▶ [GIVEN DATA]

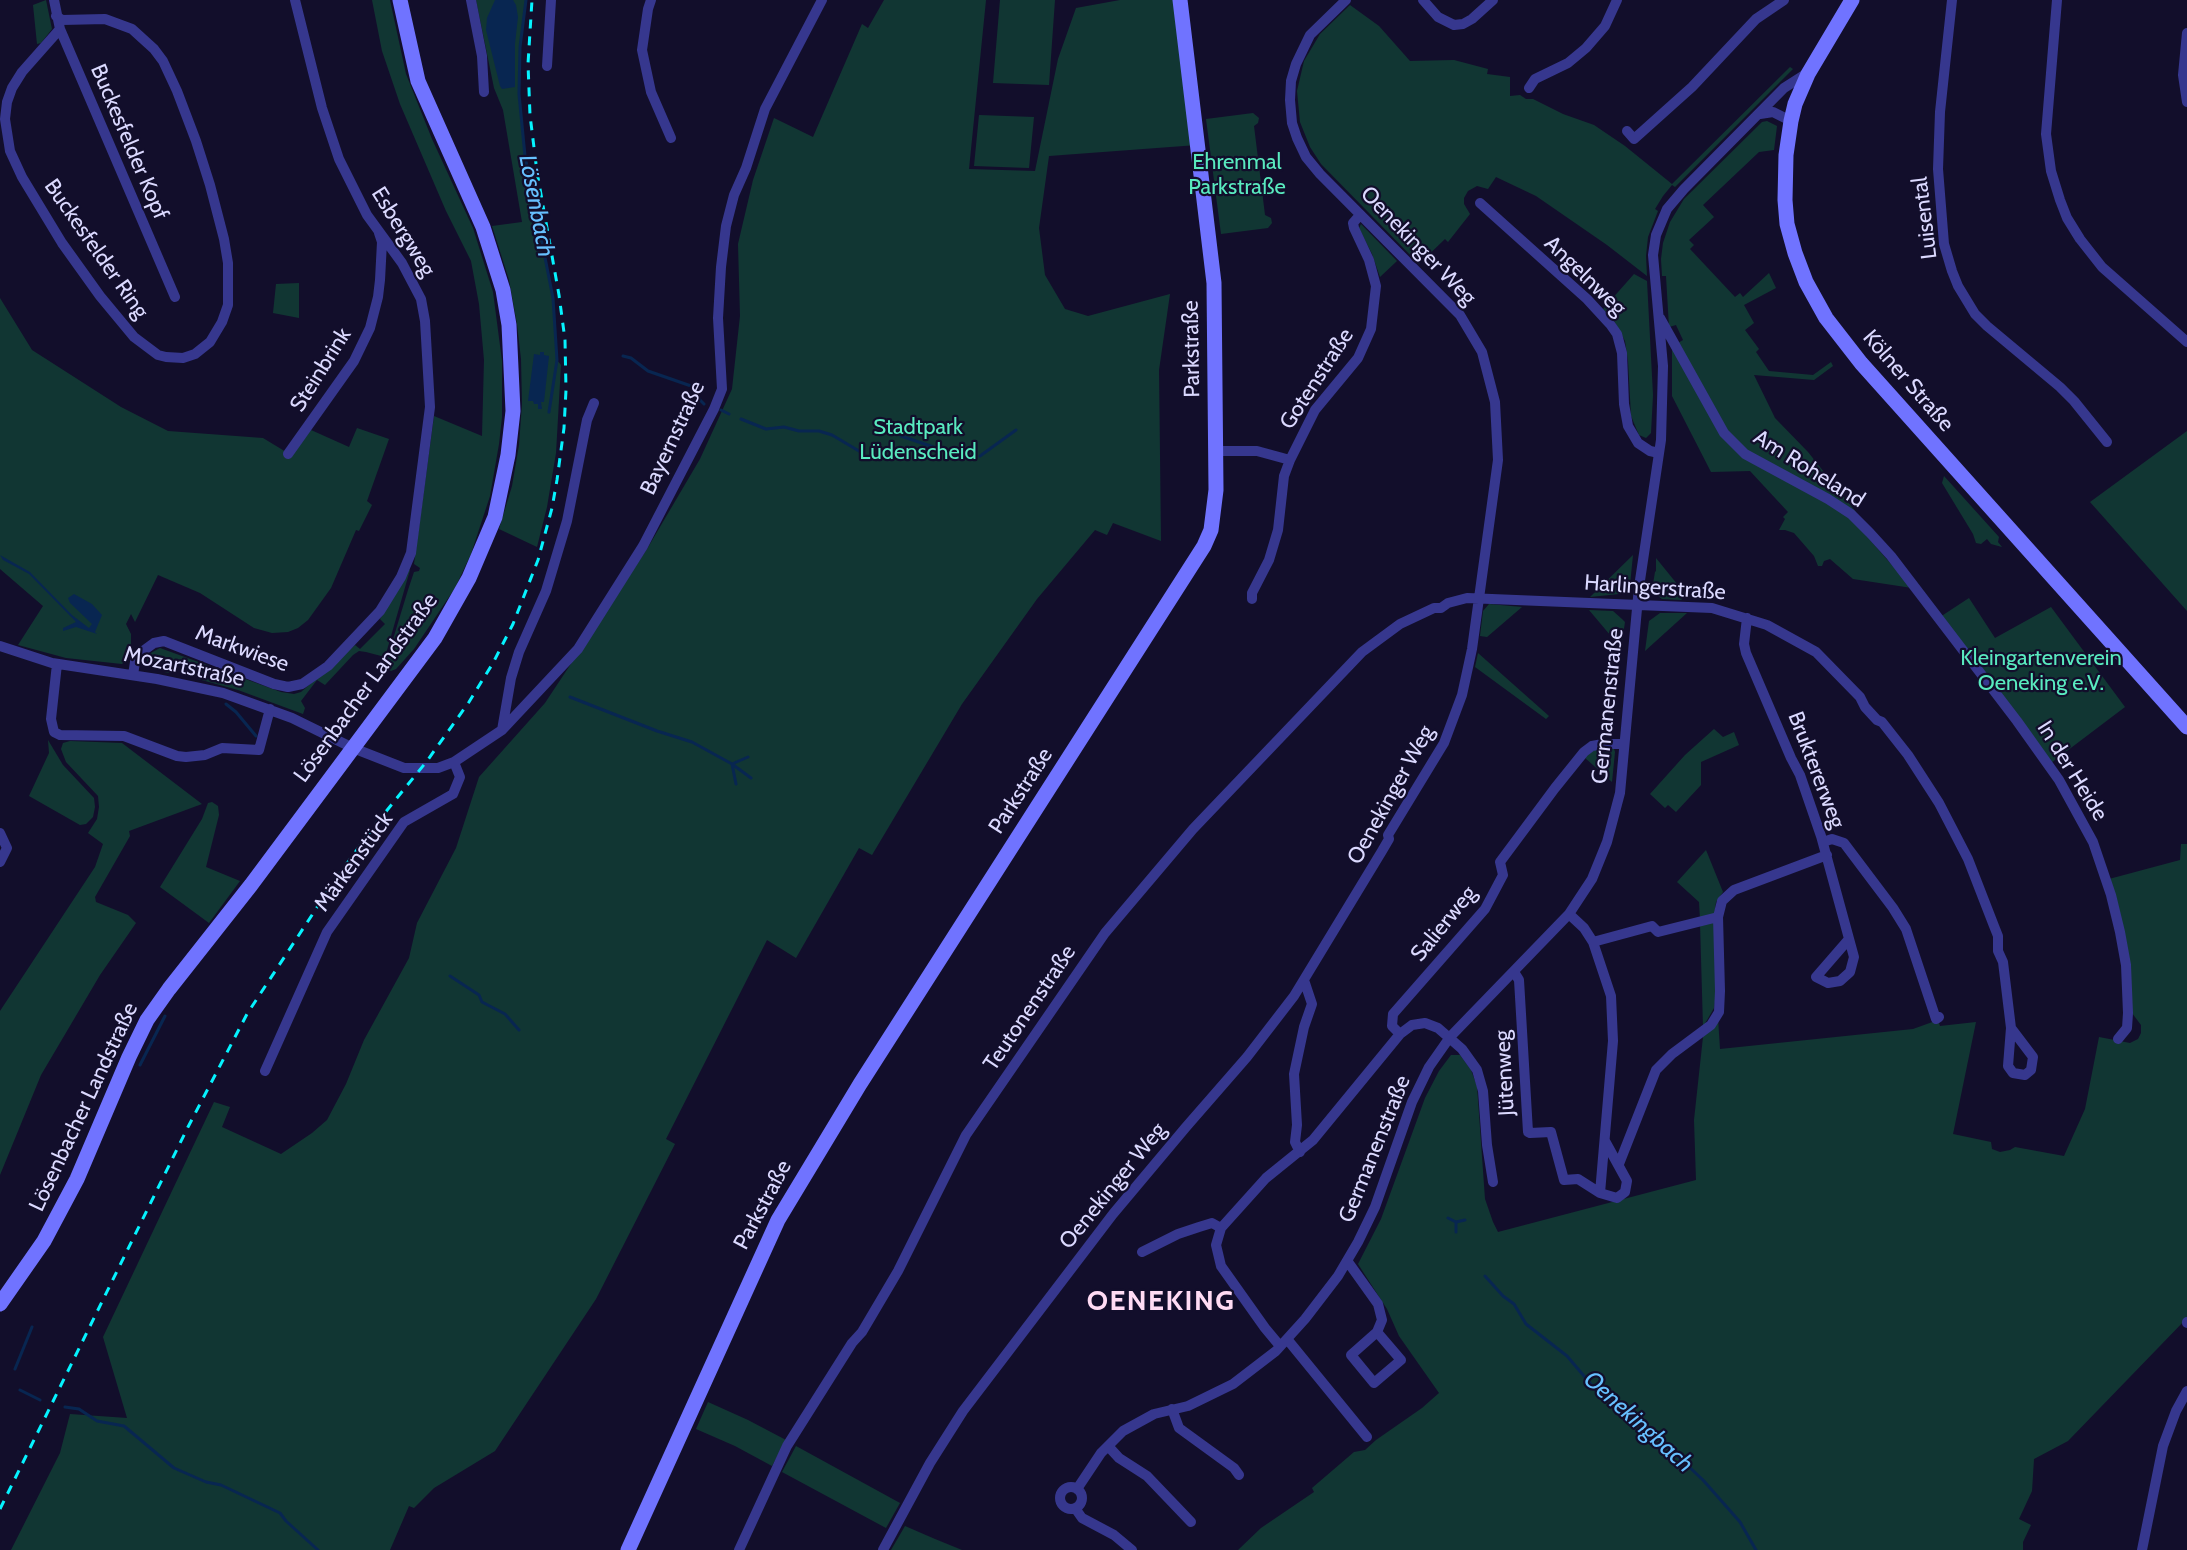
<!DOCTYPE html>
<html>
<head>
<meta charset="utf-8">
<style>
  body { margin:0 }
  canvas { display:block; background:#120e2b }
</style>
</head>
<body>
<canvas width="2187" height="1550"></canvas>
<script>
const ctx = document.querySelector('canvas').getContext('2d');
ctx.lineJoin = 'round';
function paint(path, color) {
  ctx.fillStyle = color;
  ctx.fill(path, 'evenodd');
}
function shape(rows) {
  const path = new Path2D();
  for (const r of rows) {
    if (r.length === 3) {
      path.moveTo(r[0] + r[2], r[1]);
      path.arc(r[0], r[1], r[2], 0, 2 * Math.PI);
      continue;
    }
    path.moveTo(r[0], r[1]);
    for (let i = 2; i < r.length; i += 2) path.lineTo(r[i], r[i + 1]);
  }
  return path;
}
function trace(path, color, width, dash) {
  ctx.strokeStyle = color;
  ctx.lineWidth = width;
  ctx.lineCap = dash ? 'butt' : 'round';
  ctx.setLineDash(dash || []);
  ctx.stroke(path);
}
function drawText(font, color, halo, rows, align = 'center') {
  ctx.font = font + ' Cabin,sans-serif';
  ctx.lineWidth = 4.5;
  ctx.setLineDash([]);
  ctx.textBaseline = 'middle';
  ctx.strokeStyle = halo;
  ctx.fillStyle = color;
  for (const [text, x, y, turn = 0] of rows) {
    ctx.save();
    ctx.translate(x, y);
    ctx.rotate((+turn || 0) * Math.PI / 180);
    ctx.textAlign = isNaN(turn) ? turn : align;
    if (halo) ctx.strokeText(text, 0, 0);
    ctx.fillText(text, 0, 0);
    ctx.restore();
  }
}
const green = shape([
  [46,0,52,29,41,43,37,44,33,5],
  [372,0,390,0,406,74,432,139,473,228,493,292,502,361,502,417,499,444,490,496,471,554,455,588,414,649,396,669,391,671,387,669,383,672,408,590,414,572,419,571,420,568,414,564,434,416,482,436,484,360,479,304,471,261,446,211,400,104,382,51],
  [476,0,526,0,520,47,519,94,525,156,553,298,557,360,561,365,556,453,547,507,537,547,499,529,512,486,519,445,522,404,521,359,517,324,509,280,492,226,522,222,503,110,494,88],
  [884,0,986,0,969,169,1035,171,1058,59,1076,8,1120,0,1180,0,1197,145,1049,156,1039,228,1045,275,1065,309,1088,316,1170,294,1159,370,1161,541,1113,523,1107,535,1095,530,1037,599,962,704,872,855,859,848,796,958,767,940,666,1139,675,1144,596,1299,495,1451,434,1488,414,1508,409,1506,390,1550,11,1550,60,1453,70,1414,127,1418,103,1337,214,1102,230,1107,222,1127,281,1154,312,1133,327,1120,346,1084,364,1040,409,958,417,923,456,848,479,777,545,703,647,549,700,459,732,389,740,316,738,244,753,180,774,118,813,137,862,24,868,28],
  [1000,0,1055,0,1049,85,993,83],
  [1350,5,1379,26,1410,61,1454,60,1488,69,1487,74,1510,77,1510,96,1520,95,1526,99,1533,99,1563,114,1594,125,1625,146,1672,184,1790,67,1793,69,1675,187,1672,185,1663,196,1655,209,1658,211,1648,237,1646,256,1647,276,1607,245,1536,196,1496,177,1488,189,1477,186,1468,191,1464,198,1464,204,1470,214,1448,242,1445,239,1419,264,1321,164,1310,147,1300,122,1297,91,1304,61,1320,34],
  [1253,113,1259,118,1258,123,1254,126,1265,215,1271,218,1272,223,1268,228,1221,234,1206,119],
  [979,115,1034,117,1029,168,974,166],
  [1767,121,1777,126,1774,150,1759,152,1703,205,1714,217,1689,240,1694,245,1690,249,1735,297,1740,293,1743,297,1769,273,1776,288,1744,305,1754,323,1745,330,1759,349,1756,352,1769,371,1813,375,1831,362,1833,366,1814,380,1754,375,1775,418,1808,452,1856,512,1853,514,1767,466,1732,439,1678,343,1683,340,1676,325,1669,327,1666,276,1662,276,1661,259,1663,243,1670,222,1684,199,1762,122],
  [1361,224,1397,261,1380,277,1372,254,1359,228],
  [1634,274,1647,281,1653,395,1651,433,1646,438,1639,435,1631,416,1628,361,1625,341,1613,319,1603,309],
  [299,283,299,318,273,313,276,284],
  [0,298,32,350,121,407,168,431,263,438,291,455,311,430,349,447,357,428,389,439,367,501,372,505,359,531,356,530,331,588,308,620,298,628,288,632,272,633,254,628,200,593,158,575,135,622,131,614,126,624,131,634,131,650,135,651,122,664,66,658,18,645,43,606,0,569],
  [1672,347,1722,434,1849,516,1912,588,1853,579,1830,559,1824,561,1822,566,1818,566,1814,556,1794,533,1785,530,1779,530,1785,519,1783,517,1788,512,1750,471,1711,472,1672,396],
  [2187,431,2187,611,2090,502],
  [1944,476,1999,537,1998,542,2002,547,1991,544,1987,539,1981,544,1976,543,1973,534,1942,483],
  [1633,555,1630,585,1625,591,1619,594,1590,597],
  [1656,558,1686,595,1681,600,1662,599,1654,593,1652,590,1655,572,1656,571],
  [407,569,410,570,385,657,366,652,359,651,353,655,325,685,317,680,301,701,305,708,303,714,238,690,198,679,199,670,171,664,169,673,164,672,166,663,151,661,150,666,148,665,147,659,149,654,160,648,281,692,294,694,301,692,355,645,360,649,385,624,380,619],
  [1969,598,1995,638,2051,607,2125,707,2051,763,1940,617],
  [1489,604,1522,607,1487,637,1480,636,1483,611],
  [1589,610,1613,611,1622,619,1625,622,1621,648],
  [1660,613,1687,613,1645,651,1649,621],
  [1478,653,1549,716,1546,719,1475,667],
  [1714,729,1723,737,1734,732,1739,745,1701,762,1701,785,1676,812,1668,805,1665,808,1650,794,1685,755],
  [48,740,63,765,94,798,95,807,93,817,86,824,80,825,29,796,49,753],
  [70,741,122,743,202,804,129,831,130,836,95,897,96,902,128,915,136,923,100,975,41,1075,0,1175,0,1011,95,867,103,844,88,833,97,819,99,807,98,796,66,762,61,749,63,743],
  [1599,747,1614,749,1615,752,1612,782,1584,757],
  [212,802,218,806,219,815,206,867,240,881,209,923,160,887,202,819,208,803],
  [2181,844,2187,844,2187,1318,2068,1441,2034,1459,2032,1491,2019,1519,2031,1525,2023,1542,2023,1550,1238,1550,1261,1528,1314,1492,1312,1488,1354,1452,1365,1450,1376,1440,1422,1408,1439,1393,1399,1336,1387,1309,1358,1264,1381,1219,1425,1098,1439,1071,1451,1055,1460,1055,1471,1070,1477,1086,1485,1199,1493,1222,1498,1232,1696,1180,1694,1120,1703,1037,1718,1018,1720,1049,1913,1029,1938,1020,1940,1026,1976,1022,1953,1134,1991,1142,1992,1149,2000,1152,2010,1150,2015,1147,2064,1156,2085,1109,2099,1037,2130,1043,2138,1039,2141,1033,2141,1025,2132,1013,2109,879,2180,860],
  [1706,850,1723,892,1716,902,1714,916,1700,919,1699,902,1677,882],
  [1714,919,1717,990,1714,1008,1703,1027,1700,923],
  [708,1402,748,1420,786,1440,772,1466,735,1446,696,1429],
  [796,1446,900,1503,886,1528,782,1472],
  [905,1526,935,1539,962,1550,891,1550]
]);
const water = shape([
  [495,0,513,0,516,5,518,17,515,44,515,87,502,89,500,86,486,30,487,18],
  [540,352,544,352,544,355,549,356,544,402,541,402,542,409,538,409,538,404,534,404,533,401,528,401,534,354,540,355],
  [0,555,30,572,72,615,89,628,92,624,70,603,68,598,74,594,92,604,102,615,95,632,97,634,76,627,63,631,63,628,76,622,29,574,3,560]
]);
const stream = shape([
  [526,0,520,47,519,94,525,156,553,298,557,360,549,412],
  [623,356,631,358,648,371,694,387,700,400,704,404],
  [721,410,729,414],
  [741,419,766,429,784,427,799,431,819,431,832,435,859,451],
  [901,436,957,455],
  [980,456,1016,430],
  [570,697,657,731,692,742,732,764,751,778],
  [226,704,236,712,256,736],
  [736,784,732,764,748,757],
  [450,976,479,995,482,1002,505,1014,519,1030],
  [140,1065,165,1016],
  [1448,1218,1456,1222,1456,1232],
  [1456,1222,1465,1220],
  [1485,1276,1503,1296,1514,1304,1526,1324,1567,1356,1601,1396,1619,1402,1643,1425,1654,1430,1670,1449,1703,1480,1740,1522,1756,1550],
  [15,1369,32,1327],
  [20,1390,40,1400],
  [65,1407,79,1409,97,1421,124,1426,174,1468,206,1482,221,1485,280,1513,286,1521,318,1550]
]);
const street = shape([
  [54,0,60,29,175,297],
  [471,0,482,56,484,92],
  [651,0,648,9,642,50,651,92,671,138],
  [1423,0,1438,17,1454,25,1463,24,1472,19,1493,0],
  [1952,0,1940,112,1938,169,1944,244,1952,271,1958,286,1975,314,1987,326,2060,387,2074,401,2107,442],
  [2057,0,2046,134,2051,171,2060,200,2067,218,2080,239,2102,267,2187,342],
  [56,16,62,20,105,19,132,29,154,49,163,61,177,91,196,141,210,185,224,239,228,263,228,305,222,322,210,342,195,354,183,358,166,357,158,355,134,337,100,296,62,243,22,177,10,151,5,119,7,102,12,88,22,72,60,29],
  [2187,33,2183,75,2187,102],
  [547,66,551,0],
  [1529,88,1535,79,1568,63,1586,48,1605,26,1617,0],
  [1760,114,1773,112,1791,121],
  [1627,131,1634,139,1692,87,1756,19,1784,0],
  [1480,203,1587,299,1610,324,1617,334,1622,353,1624,404,1628,426,1638,443,1650,451,1659,453],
  [1660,318,1724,433,1745,454,1828,499,1851,514,1870,533,1891,556,2017,721,2059,780,2093,842,2111,895,2120,932,2126,965,2128,1013,2127,1028,2118,1039],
  [1216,451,1257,451,1290,460,1315,410,1358,358,1371,329,1376,286,1369,260,1354,228,1353,223,1360,215],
  [288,454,354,361,370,328,378,297,380,280,382,242,379,233],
  [1252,599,1252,593,1269,560,1278,530,1284,476,1290,460],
  [1747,618,1744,644,1746,653,1791,758,1800,775,1821,836,1854,957,1850,972,1840,981,1828,983,1816,977,1849,939],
  [0,646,52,663,157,679,223,693,292,718,353,748,404,768,438,768,454,762,502,730,578,649,643,546,714,409,722,389,718,318,721,267,726,226,734,195,746,168,765,109,822,0],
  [57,664,51,719,54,732,60,735,124,736,177,756,186,757,205,755,222,748,259,750,270,709],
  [133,675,135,662,143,651,154,643,164,641,274,684,288,687,302,684,328,666,380,611,401,577,411,553,430,407,425,321,421,299,402,263,367,215,339,159,322,108,295,0],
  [502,730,511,678,519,652,546,591,567,521,587,420,594,403],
  [0,833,7,848,0,862],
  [1823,842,1832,839,1844,843,1893,908,1906,929,1936,1019,1939,1017],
  [1569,914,1584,928,1593,942,1611,996,1613,1041,1600,1193],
  [1593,942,1652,926,1658,932,1718,917],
  [1514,972,1519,980,1528,1132,1530,1133,1551,1132,1564,1180,1578,1179,1600,1193,1617,1198,1625,1192,1627,1181,1605,1141],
  [1400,1034,1392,1026,1393,1014,1485,909,1503,875,1500,862,1555,788,1584,752,1592,746,1603,744,1624,744],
  [265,1071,327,932,404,822,453,794,460,777,454,762],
  [1300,1152,1295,1142,1297,1125,1294,1074,1304,1027,1312,1004,1304,980],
  [1619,1164,1656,1070,1672,1054,1711,1025,1719,1012,1720,991,1718,917,1722,901,1734,890,1827,855],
  [1142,1252,1178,1234,1199,1227,1212,1223,1221,1228],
  [1348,1262,1378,1304,1382,1320,1377,1332],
  [2187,1323,2187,1322],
  [1377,1332,1401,1360,1374,1383,1351,1355,1377,1332],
  [1287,1339,1367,1437],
  [1280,1346,1265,1328,1221,1266,1216,1245,1221,1228,1266,1178,1313,1140,1400,1034,1412,1025,1425,1023,1438,1028,1462,1049,1477,1070,1483,1091,1487,1145,1493,1182],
  [1172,1409,1179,1428,1234,1468,1239,1475],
  [1108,1446,1119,1458,1147,1476,1191,1522],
  [1071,1498,11],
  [1077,1489,1101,1453,1123,1431,1154,1414,1188,1406,1233,1384,1276,1351,1305,1319,1338,1276,1358,1242,1375,1207,1412,1102,1429,1067,1450,1037,1569,914,1592,879,1607,842,1620,793,1639,587,1661,440,1663,366,1653,255,1656,235,1667,209,1684,189,1784,88,1809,72],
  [1075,1508,1082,1518,1114,1535,1132,1550],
  [739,1550,787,1446,852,1343,862,1332,898,1271,966,1135,1105,933,1193,829,1362,652,1400,624,1434,608,1441,608,1448,603,1467,598,1712,608,1767,625,1816,652,1860,697,1865,707,1877,720,1882,722,1908,755,1939,803,1968,859,1994,926,1998,936,1998,951,2003,962,2011,1028,2008,1066,2013,1073,2025,1075,2031,1070,2033,1057,2011,1028],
  [883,1550,930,1463,963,1411,1113,1214,1186,1127,1247,1057,1294,996,1382,851,1389,839,1388,835,1444,743,1462,695,1472,649,1498,460,1495,402,1482,352,1460,315,1320,174,1306,157,1297,138,1292,123,1290,100,1291,81,1296,64,1310,35,1346,0],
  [2142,1550,2163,1446,2176,1411,2187,1391]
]);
const secondary = shape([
  [1852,0,1808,74,1795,104,1791,121,1786,155,1785,200,1787,224,1795,253,1806,282,1826,318,1861,363,2187,727],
  [0,1304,44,1241,77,1179,129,1057,147,1020,169,989,251,885,435,638,469,578,495,517,508,455,513,411,509,325,503,290,483,227,418,81,400,0],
  [628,1550,778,1220,860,1084,1204,546,1211,530,1216,490,1214,283,1180,0]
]);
const rail = shape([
  [0,1509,188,1127,247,1014,335,880,375,825,427,761,469,702,493,663,513,624,538,560,552,508,557,480,564,428,566,390,565,340,559,295,537,172,530,115,528,64,532,0]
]);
const streetNames = [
  ["Buckesfelder Kopf",129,142,67],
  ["Luisental",1925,218,-97],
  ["Esbergweg",403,232,58],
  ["Oenekinger Weg",1418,246,46],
  ["Buckesfelder Ring",96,249,55],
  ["Angelnweg",1585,276,44],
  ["Parkstraße",1192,349,-91],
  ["Steinbrink",321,370,-58],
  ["Gotenstraße",1317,379,-57],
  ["Kölner Straße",1908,381,49],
  ["Bayernstraße",673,438,-65],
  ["Am Roheland",1809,469,32],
  ["Harlingerstraße",1655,588,4],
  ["Markwiese",242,649,20],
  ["Mozartstraße",184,667,12],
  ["Lösenbacher Landstraße",366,688,-54],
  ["Germanenstraße",1608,706,-84],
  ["Bruktererweg",1816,770,69],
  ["In der Heide",2072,771,58],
  ["Parkstraße",1021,791,-57],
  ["Oenekinger Weg",1391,795,-61],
  ["Märkenstück",354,862,-54],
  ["Salierweg",1444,924,-51],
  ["Teutonenstraße",1030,1008,-56],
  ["Jütenweg",1505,1073,-93],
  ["Lösenbacher Landstraße",84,1107,-65],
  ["Germanenstraße",1375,1149,-68],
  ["Oenekinger Weg",1113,1186,-51],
  ["Parkstraße",763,1205,-62]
];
const parkNames = [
  ["Ehrenmal",1237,163],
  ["Parkstraße",1237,188],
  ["Stadtpark",918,428],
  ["Lüdenscheid",918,453],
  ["Kleingartenverein",2041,659],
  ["Oeneking e.V.",2041,684]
];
const waterNames = [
  ["Lösenbach",536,206,79],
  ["Oenekingbach",1638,1422,42]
];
const districtNames = [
  ["OENEKING",1161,1302]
];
paint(green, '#113633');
paint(water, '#082651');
trace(stream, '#082651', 3);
trace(street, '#36378e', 10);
trace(secondary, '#7073ff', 15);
trace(rail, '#05f3ff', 3, [9, 8]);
drawText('22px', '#dbd9ff', '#120e2b', streetNames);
drawText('22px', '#59eabf', '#120e2b', parkNames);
drawText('italic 24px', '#67c0ff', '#120e2b', waterNames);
ctx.letterSpacing = '1.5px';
drawText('bold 28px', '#ffdbf4', '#120e2b', districtNames);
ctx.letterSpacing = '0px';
</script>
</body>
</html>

▶ [WORK INSTRUCTIONS]
In the data above, please extract the lines from the first one through the line with "const ctx = document.querySelector('canvas').getContext('2d');", exactly, and keep pictures out.

▶ [FINISHED EXERCISE]
<!DOCTYPE html>
<html>
<head>
<meta charset="utf-8">
<style>
  body { margin:0 }
  canvas { display:block; background:#120e2b }
</style>
</head>
<body>
<canvas width="2187" height="1550"></canvas>
<script>
const ctx = document.querySelector('canvas').getContext('2d');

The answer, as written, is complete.